What is expected —
In the entries that follow, find the word "labels" and report each line it is on.

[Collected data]

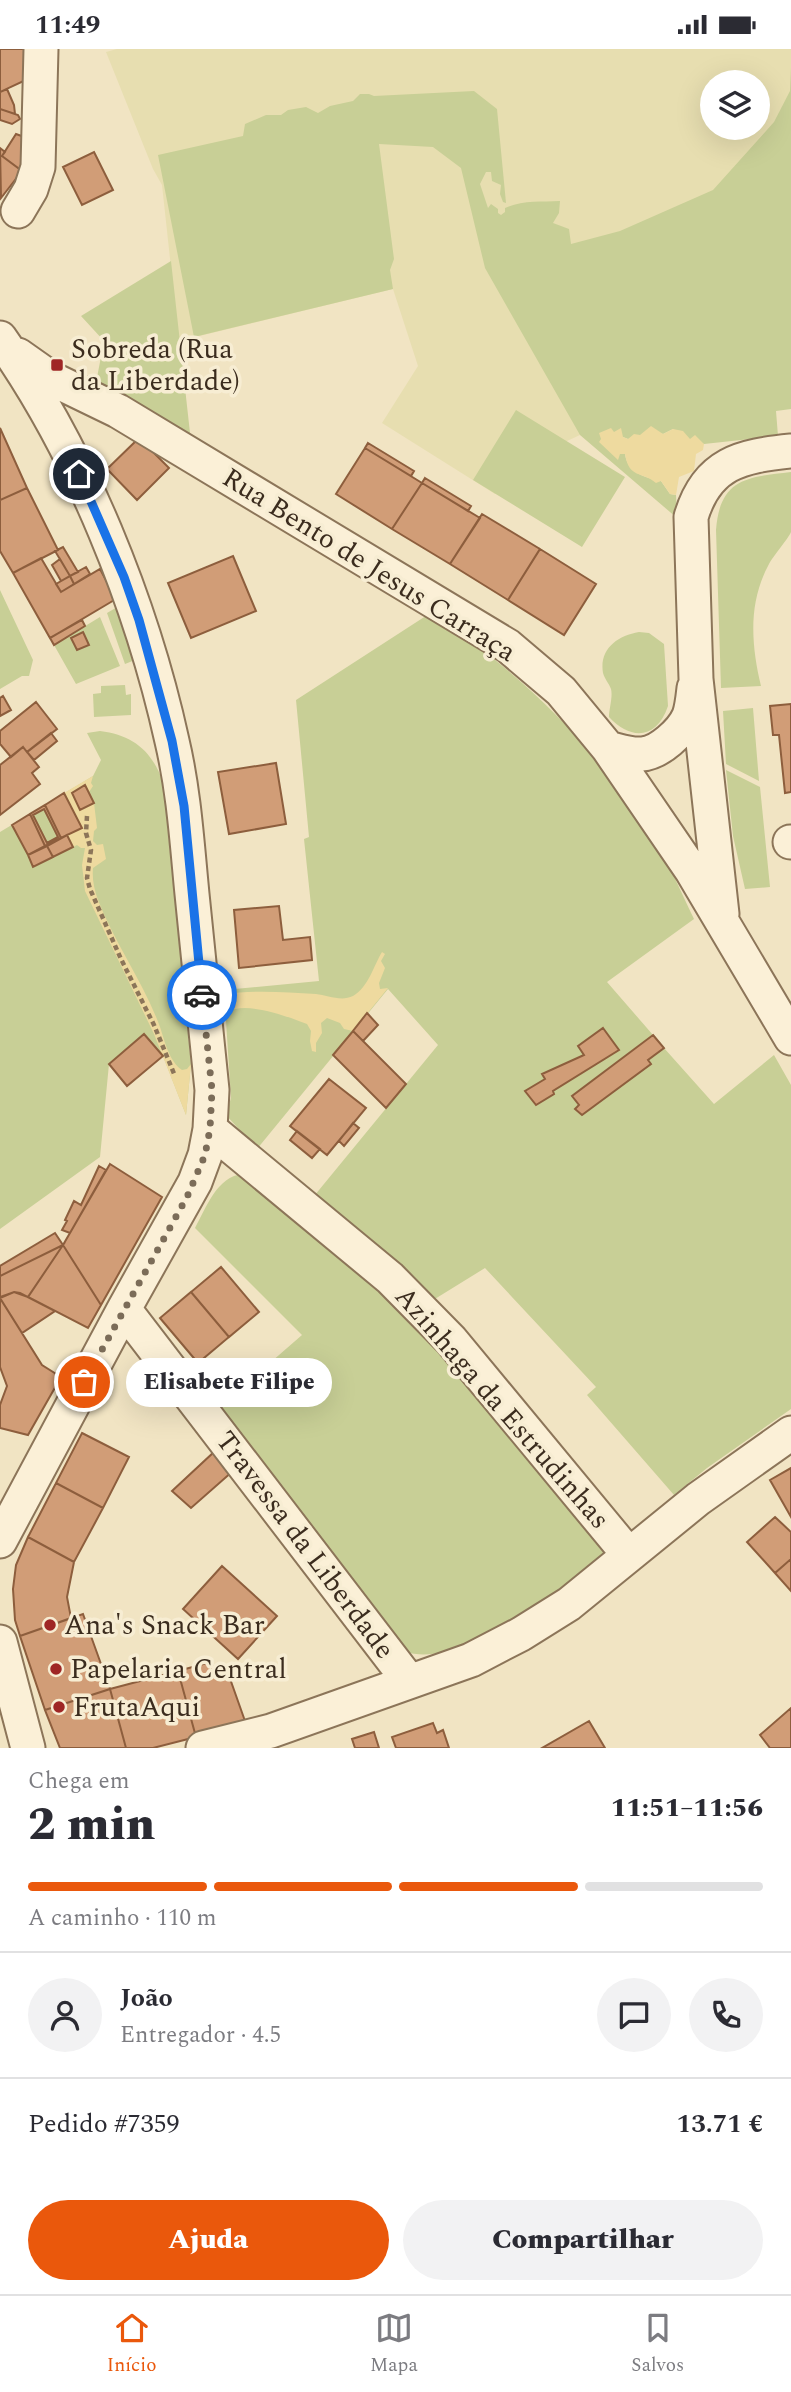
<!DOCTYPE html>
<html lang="pt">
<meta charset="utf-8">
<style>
:root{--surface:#fff;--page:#f2f2f3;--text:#2b2b33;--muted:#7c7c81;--line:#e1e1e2;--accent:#ea580c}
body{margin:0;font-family:Spectral,serif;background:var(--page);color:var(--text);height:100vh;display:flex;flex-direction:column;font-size:26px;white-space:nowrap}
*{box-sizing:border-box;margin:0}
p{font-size:23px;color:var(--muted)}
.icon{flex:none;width:38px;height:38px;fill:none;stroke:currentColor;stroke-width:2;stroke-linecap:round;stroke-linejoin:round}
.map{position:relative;height:1699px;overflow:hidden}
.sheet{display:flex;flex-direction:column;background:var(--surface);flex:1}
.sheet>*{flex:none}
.tools{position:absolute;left:700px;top:21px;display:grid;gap:14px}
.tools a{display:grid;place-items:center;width:70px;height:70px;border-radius:50%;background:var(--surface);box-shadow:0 7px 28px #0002;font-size:35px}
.pin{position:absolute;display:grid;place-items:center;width:60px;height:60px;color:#fff;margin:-30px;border:4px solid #fff;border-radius:50%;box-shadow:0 2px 7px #0007}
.courier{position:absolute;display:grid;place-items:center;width:70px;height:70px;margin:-35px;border:5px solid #1a73e8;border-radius:50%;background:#fff;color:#222;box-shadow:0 2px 9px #0007}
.bubble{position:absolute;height:49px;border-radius:24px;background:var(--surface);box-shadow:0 7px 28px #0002;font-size:23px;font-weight:800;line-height:49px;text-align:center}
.head em{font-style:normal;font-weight:800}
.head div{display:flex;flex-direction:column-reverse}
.head{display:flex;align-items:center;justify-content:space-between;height:119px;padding:0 28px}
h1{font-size:46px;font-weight:800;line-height:52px}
.bar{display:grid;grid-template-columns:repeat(4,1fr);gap:10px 7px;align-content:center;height:84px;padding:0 28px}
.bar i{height:9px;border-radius:5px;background:var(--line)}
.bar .on{background:var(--accent)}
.bar p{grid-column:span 4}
.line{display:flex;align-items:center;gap:18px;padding:0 28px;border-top:2px solid var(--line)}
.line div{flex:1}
.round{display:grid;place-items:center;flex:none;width:74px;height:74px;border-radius:37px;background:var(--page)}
.primary-button{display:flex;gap:14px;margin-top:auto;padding:14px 28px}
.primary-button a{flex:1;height:80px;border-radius:42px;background:var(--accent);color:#fff;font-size:28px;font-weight:800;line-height:80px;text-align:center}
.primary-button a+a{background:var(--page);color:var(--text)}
.status{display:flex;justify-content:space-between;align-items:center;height:49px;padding:0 35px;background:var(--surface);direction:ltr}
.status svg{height:19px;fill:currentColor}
.tabs{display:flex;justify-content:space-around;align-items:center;height:98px;border-top:2px solid var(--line);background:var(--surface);font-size:19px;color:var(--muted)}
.tabs a{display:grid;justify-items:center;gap:4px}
.tabs .on{color:var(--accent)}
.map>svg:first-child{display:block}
.farmland{fill:#e7deb0;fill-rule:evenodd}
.green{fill:#c8cf96;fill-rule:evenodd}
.sand{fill:#eeda9f}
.building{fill:#d19d77;stroke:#8d5e3d;stroke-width:2;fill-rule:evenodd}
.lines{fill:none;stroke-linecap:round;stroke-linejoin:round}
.minor-casing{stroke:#8c7559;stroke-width:37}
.path{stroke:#8c7559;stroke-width:4.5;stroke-dasharray:5 3.5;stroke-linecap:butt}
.minor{stroke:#fbf0d7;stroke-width:33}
.done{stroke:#7b6c58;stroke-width:7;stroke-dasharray:0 12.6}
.route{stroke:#1a73e8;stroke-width:9}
.poi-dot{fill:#9f2625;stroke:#f7edd3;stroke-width:2.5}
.labels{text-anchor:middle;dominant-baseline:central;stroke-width:7;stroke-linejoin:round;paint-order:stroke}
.poi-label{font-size:28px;fill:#3b2c1e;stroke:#f7edd3;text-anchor:start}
.street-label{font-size:28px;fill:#3b2c1e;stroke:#f7edd3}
</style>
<div class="status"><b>11:49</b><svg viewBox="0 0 49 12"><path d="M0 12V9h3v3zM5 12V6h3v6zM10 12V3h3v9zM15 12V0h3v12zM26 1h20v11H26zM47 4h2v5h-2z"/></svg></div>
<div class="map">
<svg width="791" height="1699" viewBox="0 0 791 1699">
<rect width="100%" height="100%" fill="#f1e4c3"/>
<path class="farmland" d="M117,0H791V173L580,386L567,392L495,445L382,374L418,317L393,240L179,292L162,136L153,120L106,3ZM712,33H758V79H712Z"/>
<path class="green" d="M791,19V360L776,362L778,387L704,395L690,391L673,380L663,385L657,383L628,390L623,388L620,404L625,405C628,425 645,428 661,432L670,445L676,446L677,469L580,386L485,219L461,119L433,98L379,95L394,210L390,221L393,240L194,288L158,106L243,87L245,75L266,66H281L288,61L306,58L318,64L330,57L353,52L360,45H369L374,47L474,42L497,60L506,154L503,153L500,145L501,136L492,132L491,123H486L480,135L488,159L491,155L498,160V164L501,166L505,163V159C522,151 541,153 560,152L559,164L553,174L569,180L571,195L620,182L713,141L774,73L790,42Z
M171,212L190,384L185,394L95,339L104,292L81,267Z
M516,361L625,428L582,498L473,431Z
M791,423C791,435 791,474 791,483C788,490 774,506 769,515C748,554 751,595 761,637L721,639L716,481C720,429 747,428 791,423Z
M0,541L33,611L29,627H22L0,640Z
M119,557L135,611L125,615L107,564Z
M432,563C522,627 590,690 650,783C667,810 680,841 694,870L607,933L653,986L572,1047L579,1056L576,1060L582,1066L651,1015L648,1011L664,999L714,1055L774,1006L791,1036V1360L707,1419L674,1446L587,1346L596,1338L485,1219L430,1253L310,1152L438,996L388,940L257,1100L226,1066L231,1049L224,941L319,932L304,790L309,788L296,651ZM584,1006L553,1042L554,1045L535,1056L526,1042L545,1030L542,1025Z
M100,568L120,617L76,635L54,596Z
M639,583L649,584L664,595L668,657C657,690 631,692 609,668C609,660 613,648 611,640C609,634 605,631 603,624C599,600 617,587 639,583Z
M125,636L126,646L131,645V666L94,668L93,645L101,644V637Z
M753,659L759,732L726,715L723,662Z
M100,682C133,686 152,702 163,733L191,1015L186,1066L163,1007L143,985L109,1015L100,1108L0,1180V783L93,727L101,711L87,684Z
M726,721L760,738L770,838L745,840L733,787Z
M243,1125L394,1247L608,1496L606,1509C558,1543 466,1620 405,1603L219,1358L302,1286L195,1179C206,1159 217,1127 243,1125Z"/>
<path class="sand" d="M651,377L663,385L673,380L683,382L690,390L695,386L704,395L703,401L696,405L694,422L679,428L676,446L670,445L661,432L656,434C642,422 629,430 625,405H620L618,411L599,393L601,390L599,384L611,379L614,383L621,379L623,388L628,390L634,385L640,386Z
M93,727L91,734L93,737L89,743L85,736L72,745L80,761L94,754L97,779L94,782L93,792L97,796L103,795L106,810L93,819C92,830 94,840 98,851C115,895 144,934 160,978C165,993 169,1012 182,1021L187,1020L191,1015L186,1066L154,985L85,842L82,816L85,799H81L77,796L73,798L67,786L81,779L64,744Z
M382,903L385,905L381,912L385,919L379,934L380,940L388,939L353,982L344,980L340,974L327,969L321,974L322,984L316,994V1003L312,1002L310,992L311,982L307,975C286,967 245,951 225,964L224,945C254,941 285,943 316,945C327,946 341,953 353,947C368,939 374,916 382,903Z"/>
<path class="building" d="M0,0H31L30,29L0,43Z
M7,40L14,56L15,65L0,60V43Z
M0,60L18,66L20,70L12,75L0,71Z
M16,85L27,89L22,122L2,107Z
M0,99L5,103L2,107L22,122L1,149Z
M94,103L113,141L82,156L63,118Z
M0,379L27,439L0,451Z
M139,389L169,419L137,451L107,420Z
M368,394L414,422L411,427L365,399Z
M365,399L422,434L392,480L336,445Z
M425,429L471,457L468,462L422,434Z
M422,434L480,469L450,515L392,480Z
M27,439L58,501L13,524L0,502V451Z
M482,465L540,500L508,551L450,515Z
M63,498L78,523L70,527L55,502Z
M540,500L596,535L564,586L508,551Z
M233,507L256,562L191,589L168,534Z
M41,509L61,543L100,520L116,550L50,589L13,524Z
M60,510L70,527L61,532L52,516Z
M86,518L90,525L74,535L70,527Z
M70,527L74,535L61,543L56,535Z
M82,571L85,577L54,596L50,589Z
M83,583L89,596L77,601L71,589Z
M3,647L11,661L0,667V649Z
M36,653L57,680L27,703L23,698L11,708L0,695V682Z
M791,655V743L785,744L779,686H773L770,657Z
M51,684L57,692L34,711L27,703Z
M23,698L39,718L32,724L40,735L0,766V716Z
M276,714L286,775L229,785L218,723Z
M85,736L94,754L80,761L72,744Z
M64,744L82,779L61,789L45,756Z
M45,756L61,789L45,797L30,765ZM44,760L58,788L47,794L33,766Z
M30,765L45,797L28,806L12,776Z
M67,786L73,798L53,808L47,797Z
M47,797L53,808L33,818L28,806Z
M279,857L283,891L310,888L312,911L239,919L234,861Z
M367,964L378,976L363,992L353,982Z
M603,979L619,1001L553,1042L554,1045L536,1056L525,1042L545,1030L542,1025L584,1006L578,997Z
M353,982L406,1035L386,1059L333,1006Z
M144,985L163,1007L127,1037L109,1015Z
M653,986L664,999L648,1011L651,1015L582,1066L575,1060L579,1056L572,1047Z
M329,1030L366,1059L327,1106L290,1077Z
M353,1074L359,1079L344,1097L339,1092Z
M297,1082L320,1100L312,1109L290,1091Z
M110,1115L162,1148L101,1256L63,1196Z
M99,1117L106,1121L70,1184L62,1181L67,1172L65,1171L74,1152L81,1156Z
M55,1184L63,1196L0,1227V1217Z
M63,1196L101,1256L88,1279L28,1248Z
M63,1196L28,1248L14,1243L0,1248V1227Z
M221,1218L259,1263L229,1288L191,1243Z
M14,1243L20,1244L55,1262L22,1284L0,1249Z
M191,1243L229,1288L198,1314L160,1269Z
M0,1249L42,1316L61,1328L28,1386L0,1379V1356L7,1337L0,1318Z
M82,1384L129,1408L103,1459L56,1434Z
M214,1403L233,1422L191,1459L172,1442Z
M791,1419V1468L770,1431Z
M56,1434L103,1459L74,1513L28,1488Z
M775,1468L791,1483V1510L775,1524L747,1493Z
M28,1488L74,1513L67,1548L71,1569L20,1587L15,1571L13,1540L16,1516Z
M791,1510V1542L775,1524Z
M222,1517L277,1567L238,1610L183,1560Z
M83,1565L110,1640L45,1661L20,1587Z
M207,1614L228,1624L245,1672L196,1688L178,1622Z
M178,1622L196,1688L153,1699H126L110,1640Z
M110,1640L126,1699H60L45,1661Z
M791,1659V1699H770L760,1686Z
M589,1672L605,1699H542Z
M433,1674L437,1684L443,1681L449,1699H396L392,1688Z
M374,1683L379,1699H355L352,1690Z"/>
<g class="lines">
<defs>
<path id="minor" d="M18,162L31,140L38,118L41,0
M0,289C81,403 142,556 172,692C184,743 187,794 192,845C199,910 205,976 212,1041L210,1080L205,1106L195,1133L124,1260L0,1492
M18,306L52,330L118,362L508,597L561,642L608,699L692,822L791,989
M608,699C620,702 630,706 642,705C659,704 682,683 689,667C692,659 693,648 694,639
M790,793H791
M722,865L696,630L691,468C707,414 741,407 791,402
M210,1080L390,1229L451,1291L629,1506
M124,1260L409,1632
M0,1593L28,1699
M203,1699L271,1682L471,1611L521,1585L569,1555L698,1450L791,1384"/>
</defs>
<use href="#minor" class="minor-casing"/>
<path class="path" d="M87,767L86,784L91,801L87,829L90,840L121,910L154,976L175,1027"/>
<use href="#minor" class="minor"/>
</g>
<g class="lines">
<path class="done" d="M84,1333L187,1148L205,1106L210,1080L212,1041L202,946"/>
<path class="route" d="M79,425L124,528L139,571L172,692L184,757L202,946"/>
</g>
<g class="poi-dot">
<rect x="50" y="309" width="14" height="14" rx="3.5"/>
<circle cx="50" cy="1576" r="7"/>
<circle cx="56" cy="1620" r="7"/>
<circle cx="59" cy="1658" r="7"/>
</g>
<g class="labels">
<g class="poi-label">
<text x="71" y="300">Sobreda (Rua<tspan x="71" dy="32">da Liberdade)</tspan></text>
<text x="64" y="1576">Ana's Snack Bar</text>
<text x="70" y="1620">Papelaria Central</text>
<text x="73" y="1658">FrutaAqui</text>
</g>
<g class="street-label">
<text transform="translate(369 516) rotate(32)">Rua Bento de Jesus Carraça</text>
<text transform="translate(502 1359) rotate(49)">Azinhaga da Estrudinhas</text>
<text transform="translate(305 1496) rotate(53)">Travessa da Liberdade</text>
</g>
</g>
</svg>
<div class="tools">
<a><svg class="icon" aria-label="layers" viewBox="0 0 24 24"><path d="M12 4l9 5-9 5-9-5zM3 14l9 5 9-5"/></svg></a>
</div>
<div class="pin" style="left:84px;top:1333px;background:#ea580c"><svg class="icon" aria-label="bag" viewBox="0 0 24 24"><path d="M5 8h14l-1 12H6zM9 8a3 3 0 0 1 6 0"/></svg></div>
<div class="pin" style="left:79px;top:425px;background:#1f2937"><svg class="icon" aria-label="home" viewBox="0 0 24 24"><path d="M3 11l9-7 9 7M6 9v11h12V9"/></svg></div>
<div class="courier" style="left:202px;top:946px"><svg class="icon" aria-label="car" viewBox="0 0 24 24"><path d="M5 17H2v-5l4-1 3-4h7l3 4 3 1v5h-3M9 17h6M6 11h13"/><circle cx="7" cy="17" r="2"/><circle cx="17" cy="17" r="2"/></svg></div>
<div class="bubble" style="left:126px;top:1309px;width:206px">Elisabete Filipe</div>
</div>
<section class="sheet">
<div class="head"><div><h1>2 min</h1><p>Chega em</p></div><em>11:51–11:56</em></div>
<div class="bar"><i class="on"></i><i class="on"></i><i class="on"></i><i></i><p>A caminho · 110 m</p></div>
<div class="line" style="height:126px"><a class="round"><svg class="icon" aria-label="person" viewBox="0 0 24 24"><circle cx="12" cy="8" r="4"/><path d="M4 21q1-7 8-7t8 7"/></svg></a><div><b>João</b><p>Entregador · 4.5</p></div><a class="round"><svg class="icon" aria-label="chat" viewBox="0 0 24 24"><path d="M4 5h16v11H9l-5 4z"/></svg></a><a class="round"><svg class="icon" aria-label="phone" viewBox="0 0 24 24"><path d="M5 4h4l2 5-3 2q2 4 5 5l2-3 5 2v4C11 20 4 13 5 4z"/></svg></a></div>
<div class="line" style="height:91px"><div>Pedido #7359</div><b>13.71 €</b></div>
<div class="primary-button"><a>Ajuda</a><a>Compartilhar</a></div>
</section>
<nav class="tabs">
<a class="on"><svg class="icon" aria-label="home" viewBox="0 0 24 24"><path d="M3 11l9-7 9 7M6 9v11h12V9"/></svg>Início</a>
<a><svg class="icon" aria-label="map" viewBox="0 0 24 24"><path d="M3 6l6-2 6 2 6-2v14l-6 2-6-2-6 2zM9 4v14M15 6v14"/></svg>Mapa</a>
<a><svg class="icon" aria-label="saved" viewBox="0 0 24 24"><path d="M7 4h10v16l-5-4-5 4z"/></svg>Salvos</a>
</nav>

Completed exercise —
.labels{text-anchor:middle;dominant-baseline:central;stroke-width:7;stroke-linejoin:round;paint-order:stroke}
<g class="labels">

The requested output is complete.